§ **WHAT YOU ARE ASKED TO DO**
Write out the records word for word.

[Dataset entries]
--
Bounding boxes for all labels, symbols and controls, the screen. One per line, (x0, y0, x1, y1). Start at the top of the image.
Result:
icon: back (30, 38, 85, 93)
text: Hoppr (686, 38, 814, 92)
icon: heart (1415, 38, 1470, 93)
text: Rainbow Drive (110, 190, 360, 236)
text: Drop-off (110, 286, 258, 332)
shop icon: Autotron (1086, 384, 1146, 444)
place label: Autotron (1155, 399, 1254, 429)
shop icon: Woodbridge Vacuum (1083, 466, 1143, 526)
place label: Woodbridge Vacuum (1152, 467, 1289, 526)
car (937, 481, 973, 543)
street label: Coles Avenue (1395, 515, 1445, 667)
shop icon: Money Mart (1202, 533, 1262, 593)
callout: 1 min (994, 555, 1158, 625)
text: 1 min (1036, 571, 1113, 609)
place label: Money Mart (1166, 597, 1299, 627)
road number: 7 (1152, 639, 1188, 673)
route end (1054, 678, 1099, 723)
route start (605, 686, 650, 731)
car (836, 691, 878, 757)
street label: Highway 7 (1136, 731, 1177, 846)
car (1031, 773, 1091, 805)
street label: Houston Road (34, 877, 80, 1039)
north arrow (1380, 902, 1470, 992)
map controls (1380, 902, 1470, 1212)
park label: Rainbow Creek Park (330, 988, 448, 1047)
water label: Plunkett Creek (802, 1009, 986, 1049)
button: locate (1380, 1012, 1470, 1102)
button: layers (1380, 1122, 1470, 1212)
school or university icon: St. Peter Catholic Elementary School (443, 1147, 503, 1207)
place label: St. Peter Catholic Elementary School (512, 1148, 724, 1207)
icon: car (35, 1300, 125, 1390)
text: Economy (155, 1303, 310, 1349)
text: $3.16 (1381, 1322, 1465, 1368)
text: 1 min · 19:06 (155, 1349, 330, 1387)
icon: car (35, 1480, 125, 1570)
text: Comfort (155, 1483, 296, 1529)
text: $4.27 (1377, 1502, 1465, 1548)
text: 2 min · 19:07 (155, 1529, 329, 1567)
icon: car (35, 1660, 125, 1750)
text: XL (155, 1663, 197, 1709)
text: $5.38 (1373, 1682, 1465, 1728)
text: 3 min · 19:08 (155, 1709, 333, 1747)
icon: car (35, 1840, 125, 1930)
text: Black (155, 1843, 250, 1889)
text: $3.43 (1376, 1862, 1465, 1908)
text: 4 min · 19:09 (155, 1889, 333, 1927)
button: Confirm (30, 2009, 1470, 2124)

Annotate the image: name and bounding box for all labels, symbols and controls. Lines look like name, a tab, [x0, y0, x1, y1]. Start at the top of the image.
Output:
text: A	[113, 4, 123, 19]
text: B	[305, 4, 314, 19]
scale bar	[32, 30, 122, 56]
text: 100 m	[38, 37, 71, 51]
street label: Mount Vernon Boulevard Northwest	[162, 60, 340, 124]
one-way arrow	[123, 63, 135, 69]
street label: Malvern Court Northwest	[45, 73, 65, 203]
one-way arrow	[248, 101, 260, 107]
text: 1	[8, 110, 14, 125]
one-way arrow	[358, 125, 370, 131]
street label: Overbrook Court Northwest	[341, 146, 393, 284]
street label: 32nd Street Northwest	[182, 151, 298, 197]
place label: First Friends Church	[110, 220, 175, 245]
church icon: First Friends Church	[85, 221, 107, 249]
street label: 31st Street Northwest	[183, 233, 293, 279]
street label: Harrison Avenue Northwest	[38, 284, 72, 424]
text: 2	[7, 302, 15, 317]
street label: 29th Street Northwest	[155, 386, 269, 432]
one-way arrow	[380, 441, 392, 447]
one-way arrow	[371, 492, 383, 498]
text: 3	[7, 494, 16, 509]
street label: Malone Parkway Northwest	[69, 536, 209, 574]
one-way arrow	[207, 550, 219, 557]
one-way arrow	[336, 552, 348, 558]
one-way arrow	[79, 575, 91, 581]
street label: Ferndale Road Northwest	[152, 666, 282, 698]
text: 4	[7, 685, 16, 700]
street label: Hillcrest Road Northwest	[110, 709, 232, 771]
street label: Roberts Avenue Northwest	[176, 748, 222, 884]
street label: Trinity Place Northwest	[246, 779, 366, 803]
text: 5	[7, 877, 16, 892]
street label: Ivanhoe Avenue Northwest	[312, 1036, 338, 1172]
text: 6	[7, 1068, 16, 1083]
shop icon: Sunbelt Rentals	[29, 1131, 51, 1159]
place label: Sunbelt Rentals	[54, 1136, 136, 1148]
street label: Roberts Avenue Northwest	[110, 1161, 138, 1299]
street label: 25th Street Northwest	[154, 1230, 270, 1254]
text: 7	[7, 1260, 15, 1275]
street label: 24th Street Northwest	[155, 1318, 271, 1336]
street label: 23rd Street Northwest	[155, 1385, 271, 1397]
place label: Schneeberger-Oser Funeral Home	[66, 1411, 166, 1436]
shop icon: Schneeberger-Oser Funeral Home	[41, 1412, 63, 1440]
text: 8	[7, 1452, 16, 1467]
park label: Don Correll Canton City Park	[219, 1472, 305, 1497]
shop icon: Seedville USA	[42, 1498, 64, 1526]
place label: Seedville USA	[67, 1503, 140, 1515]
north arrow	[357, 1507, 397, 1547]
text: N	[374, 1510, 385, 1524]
--
§ **ANSWER**
Bounding boxes for all labels, symbols and controls, the screen. One per line, (x0, y0, x1, y1). Start at the top of the image.
Result:
icon: back (30, 38, 85, 93)
text: Hoppr (686, 38, 814, 92)
icon: heart (1415, 38, 1470, 93)
text: Rainbow Drive (110, 190, 360, 236)
text: Drop-off (110, 286, 258, 332)
shop icon: Autotron (1086, 384, 1146, 444)
place label: Autotron (1155, 399, 1254, 429)
shop icon: Woodbridge Vacuum (1083, 466, 1143, 526)
place label: Woodbridge Vacuum (1152, 467, 1289, 526)
car (937, 481, 973, 543)
street label: Coles Avenue (1395, 515, 1445, 667)
shop icon: Money Mart (1202, 533, 1262, 593)
callout: 1 min (994, 555, 1158, 625)
text: 1 min (1036, 571, 1113, 609)
place label: Money Mart (1166, 597, 1299, 627)
road number: 7 (1152, 639, 1188, 673)
route end (1054, 678, 1099, 723)
route start (605, 686, 650, 731)
car (836, 691, 878, 757)
street label: Highway 7 (1136, 731, 1177, 846)
car (1031, 773, 1091, 805)
street label: Houston Road (34, 877, 80, 1039)
north arrow (1380, 902, 1470, 992)
map controls (1380, 902, 1470, 1212)
park label: Rainbow Creek Park (330, 988, 448, 1047)
water label: Plunkett Creek (802, 1009, 986, 1049)
button: locate (1380, 1012, 1470, 1102)
button: layers (1380, 1122, 1470, 1212)
school or university icon: St. Peter Catholic Elementary School (443, 1147, 503, 1207)
place label: St. Peter Catholic Elementary School (512, 1148, 724, 1207)
icon: car (35, 1300, 125, 1390)
text: Economy (155, 1303, 310, 1349)
text: $3.16 (1381, 1322, 1465, 1368)
text: 1 min · 19:06 (155, 1349, 330, 1387)
icon: car (35, 1480, 125, 1570)
text: Comfort (155, 1483, 296, 1529)
text: $4.27 (1377, 1502, 1465, 1548)
text: 2 min · 19:07 (155, 1529, 329, 1567)
icon: car (35, 1660, 125, 1750)
text: XL (155, 1663, 197, 1709)
text: $5.38 (1373, 1682, 1465, 1728)
text: 3 min · 19:08 (155, 1709, 333, 1747)
icon: car (35, 1840, 125, 1930)
text: Black (155, 1843, 250, 1889)
text: $3.43 (1376, 1862, 1465, 1908)
text: 4 min · 19:09 (155, 1889, 333, 1927)
button: Confirm (30, 2009, 1470, 2124)

Annotate the image: name and bounding box for all labels, symbols and controls. Lines look like name, a tab, [x0, y0, x1, y1]. Start at the top of the image.
Output:
text: A	[113, 4, 123, 19]
text: B	[305, 4, 314, 19]
scale bar	[32, 30, 122, 56]
text: 100 m	[38, 37, 71, 51]
street label: Mount Vernon Boulevard Northwest	[162, 60, 340, 124]
one-way arrow	[123, 63, 135, 69]
street label: Malvern Court Northwest	[45, 73, 65, 203]
one-way arrow	[248, 101, 260, 107]
text: 1	[8, 110, 14, 125]
one-way arrow	[358, 125, 370, 131]
street label: Overbrook Court Northwest	[341, 146, 393, 284]
street label: 32nd Street Northwest	[182, 151, 298, 197]
place label: First Friends Church	[110, 220, 175, 245]
church icon: First Friends Church	[85, 221, 107, 249]
street label: 31st Street Northwest	[183, 233, 293, 279]
street label: Harrison Avenue Northwest	[38, 284, 72, 424]
text: 2	[7, 302, 15, 317]
street label: 29th Street Northwest	[155, 386, 269, 432]
one-way arrow	[380, 441, 392, 447]
one-way arrow	[371, 492, 383, 498]
text: 3	[7, 494, 16, 509]
street label: Malone Parkway Northwest	[69, 536, 209, 574]
one-way arrow	[207, 550, 219, 557]
one-way arrow	[336, 552, 348, 558]
one-way arrow	[79, 575, 91, 581]
street label: Ferndale Road Northwest	[152, 666, 282, 698]
text: 4	[7, 685, 16, 700]
street label: Hillcrest Road Northwest	[110, 709, 232, 771]
street label: Roberts Avenue Northwest	[176, 748, 222, 884]
street label: Trinity Place Northwest	[246, 779, 366, 803]
text: 5	[7, 877, 16, 892]
street label: Ivanhoe Avenue Northwest	[312, 1036, 338, 1172]
text: 6	[7, 1068, 16, 1083]
shop icon: Sunbelt Rentals	[29, 1131, 51, 1159]
place label: Sunbelt Rentals	[54, 1136, 136, 1148]
street label: Roberts Avenue Northwest	[110, 1161, 138, 1299]
street label: 25th Street Northwest	[154, 1230, 270, 1254]
text: 7	[7, 1260, 15, 1275]
street label: 24th Street Northwest	[155, 1318, 271, 1336]
street label: 23rd Street Northwest	[155, 1385, 271, 1397]
place label: Schneeberger-Oser Funeral Home	[66, 1411, 166, 1436]
shop icon: Schneeberger-Oser Funeral Home	[41, 1412, 63, 1440]
text: 8	[7, 1452, 16, 1467]
park label: Don Correll Canton City Park	[219, 1472, 305, 1497]
shop icon: Seedville USA	[42, 1498, 64, 1526]
place label: Seedville USA	[67, 1503, 140, 1515]
north arrow	[357, 1507, 397, 1547]
text: N	[374, 1510, 385, 1524]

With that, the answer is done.